Work instructions:
Your answer consists of the lines in the data that contain "Haus". Copy each of them.

(Records shown)

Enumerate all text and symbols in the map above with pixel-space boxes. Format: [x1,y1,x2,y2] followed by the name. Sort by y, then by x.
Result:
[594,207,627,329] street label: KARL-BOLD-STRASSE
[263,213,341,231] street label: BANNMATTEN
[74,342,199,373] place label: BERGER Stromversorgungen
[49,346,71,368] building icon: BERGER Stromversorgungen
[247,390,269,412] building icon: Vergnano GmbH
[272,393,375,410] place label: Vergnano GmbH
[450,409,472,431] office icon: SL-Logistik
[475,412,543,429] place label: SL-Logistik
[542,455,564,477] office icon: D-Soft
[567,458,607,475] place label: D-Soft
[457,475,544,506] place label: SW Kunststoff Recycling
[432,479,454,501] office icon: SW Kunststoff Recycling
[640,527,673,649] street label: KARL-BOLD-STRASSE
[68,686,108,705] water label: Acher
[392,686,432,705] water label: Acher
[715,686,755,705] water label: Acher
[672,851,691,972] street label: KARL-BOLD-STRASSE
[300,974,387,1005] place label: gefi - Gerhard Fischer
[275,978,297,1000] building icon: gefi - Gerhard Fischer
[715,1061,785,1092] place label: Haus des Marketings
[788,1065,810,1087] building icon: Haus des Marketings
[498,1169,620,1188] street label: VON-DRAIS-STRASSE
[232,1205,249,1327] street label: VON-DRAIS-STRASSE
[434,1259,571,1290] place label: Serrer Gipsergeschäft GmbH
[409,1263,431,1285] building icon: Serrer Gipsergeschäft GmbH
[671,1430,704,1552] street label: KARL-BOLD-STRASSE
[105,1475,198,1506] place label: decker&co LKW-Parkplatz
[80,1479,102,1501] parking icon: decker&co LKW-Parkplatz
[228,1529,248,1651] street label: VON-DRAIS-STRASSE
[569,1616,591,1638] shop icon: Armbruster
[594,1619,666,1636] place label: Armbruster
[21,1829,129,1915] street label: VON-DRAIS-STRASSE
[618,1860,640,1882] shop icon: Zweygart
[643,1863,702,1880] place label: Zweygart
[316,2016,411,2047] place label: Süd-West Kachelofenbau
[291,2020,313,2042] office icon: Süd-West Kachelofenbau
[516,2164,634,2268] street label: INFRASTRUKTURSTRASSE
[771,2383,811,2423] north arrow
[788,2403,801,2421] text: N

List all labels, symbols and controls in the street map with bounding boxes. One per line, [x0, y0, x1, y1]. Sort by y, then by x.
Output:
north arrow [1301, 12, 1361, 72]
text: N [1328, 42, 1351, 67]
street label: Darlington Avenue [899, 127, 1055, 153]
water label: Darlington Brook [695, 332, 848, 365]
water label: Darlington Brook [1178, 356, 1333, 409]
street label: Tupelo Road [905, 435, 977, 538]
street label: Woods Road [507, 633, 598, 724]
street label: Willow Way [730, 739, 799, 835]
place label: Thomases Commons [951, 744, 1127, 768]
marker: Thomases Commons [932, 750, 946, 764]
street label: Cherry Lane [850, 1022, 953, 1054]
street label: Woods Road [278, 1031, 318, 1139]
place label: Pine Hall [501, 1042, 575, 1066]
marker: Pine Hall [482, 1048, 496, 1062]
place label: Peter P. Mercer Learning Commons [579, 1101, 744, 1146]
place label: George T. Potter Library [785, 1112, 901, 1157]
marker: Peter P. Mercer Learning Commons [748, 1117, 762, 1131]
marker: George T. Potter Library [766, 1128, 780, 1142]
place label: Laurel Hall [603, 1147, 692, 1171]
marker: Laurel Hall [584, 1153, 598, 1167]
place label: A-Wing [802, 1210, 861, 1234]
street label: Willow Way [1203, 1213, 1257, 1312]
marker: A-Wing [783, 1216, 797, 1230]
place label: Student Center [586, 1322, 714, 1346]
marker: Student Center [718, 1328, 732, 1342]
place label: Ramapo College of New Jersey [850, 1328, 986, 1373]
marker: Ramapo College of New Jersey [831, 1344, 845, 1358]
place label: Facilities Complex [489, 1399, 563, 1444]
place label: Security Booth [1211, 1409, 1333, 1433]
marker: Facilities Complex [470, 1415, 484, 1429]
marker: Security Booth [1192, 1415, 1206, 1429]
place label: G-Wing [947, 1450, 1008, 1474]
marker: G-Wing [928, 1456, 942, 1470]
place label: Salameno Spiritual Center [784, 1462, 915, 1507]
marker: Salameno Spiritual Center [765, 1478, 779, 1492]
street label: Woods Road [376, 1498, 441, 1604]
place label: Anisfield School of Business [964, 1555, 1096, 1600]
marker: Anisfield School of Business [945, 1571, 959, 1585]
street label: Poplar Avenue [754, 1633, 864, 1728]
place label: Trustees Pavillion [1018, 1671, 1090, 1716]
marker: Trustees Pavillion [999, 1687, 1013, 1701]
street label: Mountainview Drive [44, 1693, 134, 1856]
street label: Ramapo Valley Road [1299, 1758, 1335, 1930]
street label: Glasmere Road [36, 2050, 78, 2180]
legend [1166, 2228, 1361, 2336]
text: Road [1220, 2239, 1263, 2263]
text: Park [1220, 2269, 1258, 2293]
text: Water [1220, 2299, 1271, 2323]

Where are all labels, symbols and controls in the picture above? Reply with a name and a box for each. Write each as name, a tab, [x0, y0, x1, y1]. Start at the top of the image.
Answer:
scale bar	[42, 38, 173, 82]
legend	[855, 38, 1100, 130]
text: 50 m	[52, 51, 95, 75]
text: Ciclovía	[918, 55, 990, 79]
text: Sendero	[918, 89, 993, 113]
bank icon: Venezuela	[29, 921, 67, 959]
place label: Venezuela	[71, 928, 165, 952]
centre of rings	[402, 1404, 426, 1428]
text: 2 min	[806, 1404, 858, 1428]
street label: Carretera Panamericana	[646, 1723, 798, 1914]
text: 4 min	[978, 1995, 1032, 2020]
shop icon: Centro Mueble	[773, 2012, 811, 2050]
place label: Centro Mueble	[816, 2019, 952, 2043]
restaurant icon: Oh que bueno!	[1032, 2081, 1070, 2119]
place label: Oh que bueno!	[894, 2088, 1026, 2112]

(End Records shown)

Solution for this problem:
[715,1061,785,1092] place label: Haus des Marketings
[788,1065,810,1087] building icon: Haus des Marketings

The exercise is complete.